Directions:
Scan the entries for the word "Хмяльніцкага", and copy every line where it appears.

Data extracts:

-.-.-

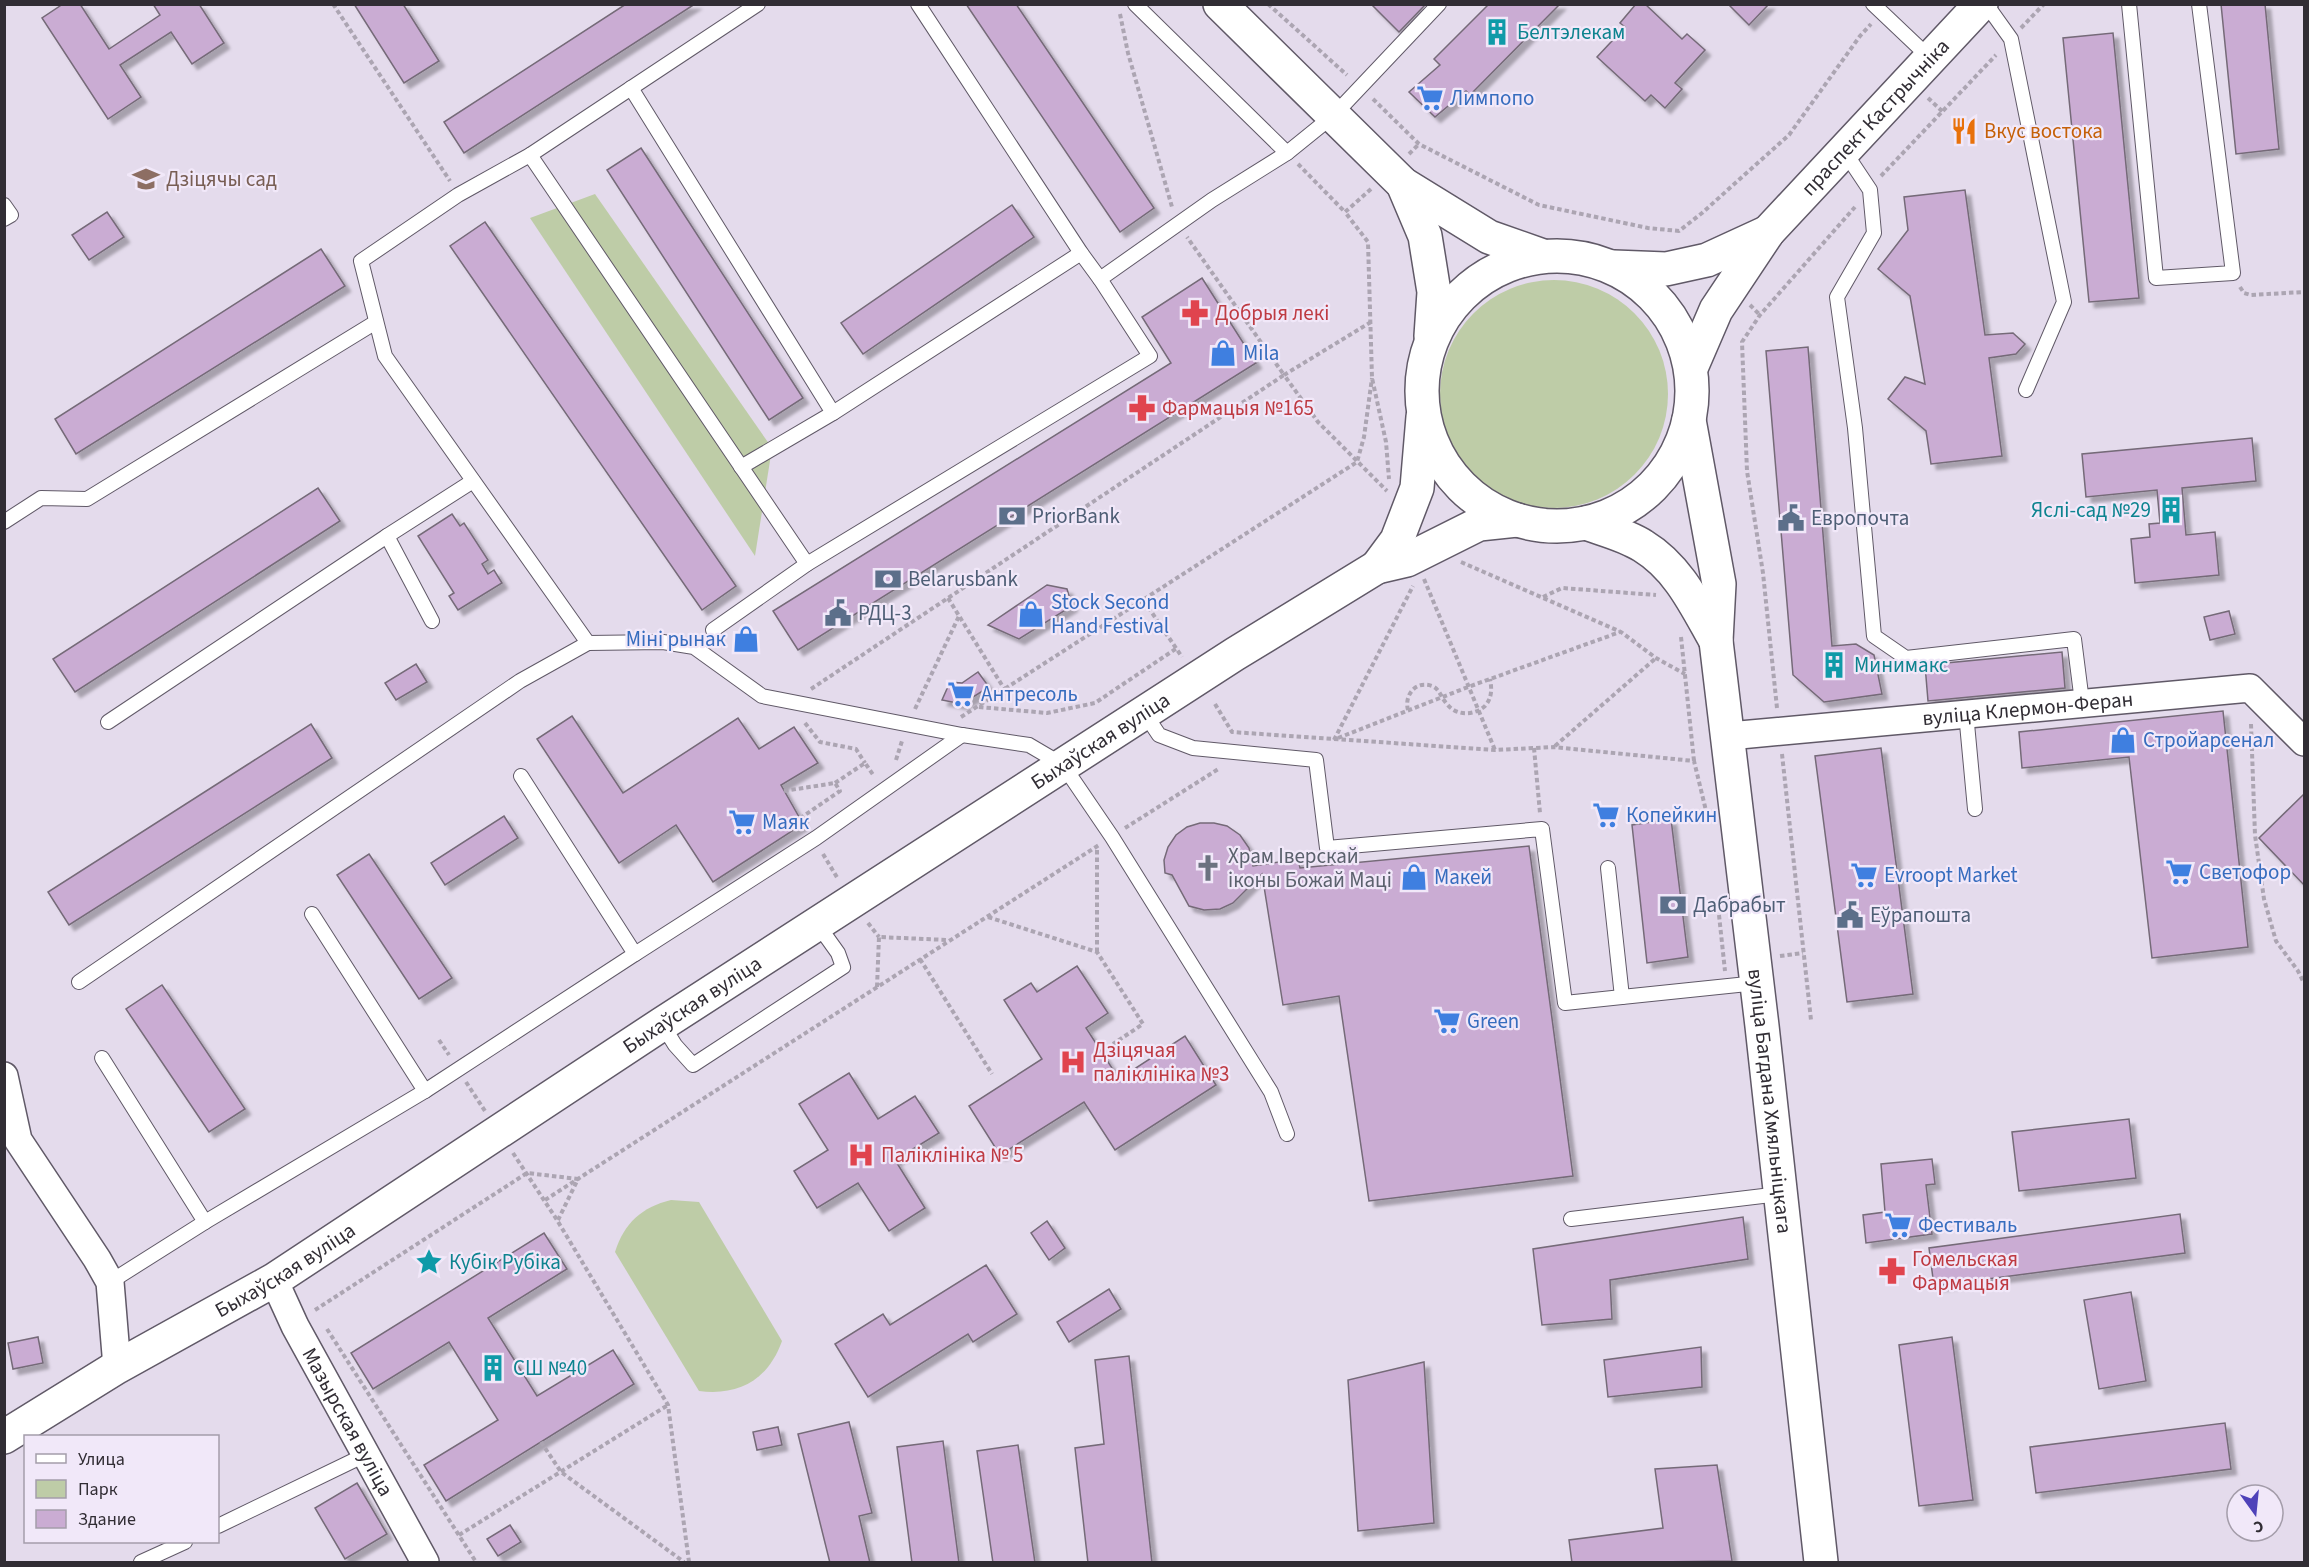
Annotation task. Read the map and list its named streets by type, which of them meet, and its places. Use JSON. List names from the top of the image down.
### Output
{
  "streets": {
    "main road": ["праспект Кастрычніка", "Быхаўская вуліца", "вуліца Багдана Хмяльніцкага"],
    "street": ["вуліца Клермон-Феран", "Мазырская вуліца"]
  },
  "crossings": [
    ["вуліца Клермон-Феран", "вуліца Багдана Хмяльніцкага"],
    ["Быхаўская вуліца", "Мазырская вуліца"]
  ],
  "places": {
    "building": [
      "Белтэлекам",
      "Яслі-сад №29",
      "Минимакс",
      "СШ №40"
    ],
    "supermarket": [
      "Лимпопо",
      "Антресоль",
      "Копейкин",
      "Маяк",
      "Светофор",
      "Evroopt Market",
      "Green",
      "Фестиваль"
    ],
    "restaurant": ["Вкус востока"],
    "school or university": ["Дзіцячы сад"],
    "pharmacy": ["Добрыя лекі", "Фармацыя №165", "Гомельская Фармацыя"],
    "shop": [
      "Mila",
      "Stock Second Hand Festival",
      "Міні рынак",
      "Стройарсенал",
      "Макей"
    ],
    "bank": ["PriorBank", "Belarusbank", "Дабрабыт"],
    "public building": ["Европочта", "РДЦ-3", "Еўрапошта"],
    "church": ["Храм Іверскай іконы Божай Маці"],
    "hospital": ["Дзіцячая паліклініка №3", "Паліклініка № 5"],
    "place": ["Кубік Рубіка"]
  },
  "legend": ["Улица", "Парк", "Здание"],
  "north": "bottom"
}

-.-.-

Reply:
    "main road": ["праспект Кастрычніка", "Быхаўская вуліца", "вуліца Багдана Хмяльніцкага"],
    ["вуліца Клермон-Феран", "вуліца Багдана Хмяльніцкага"],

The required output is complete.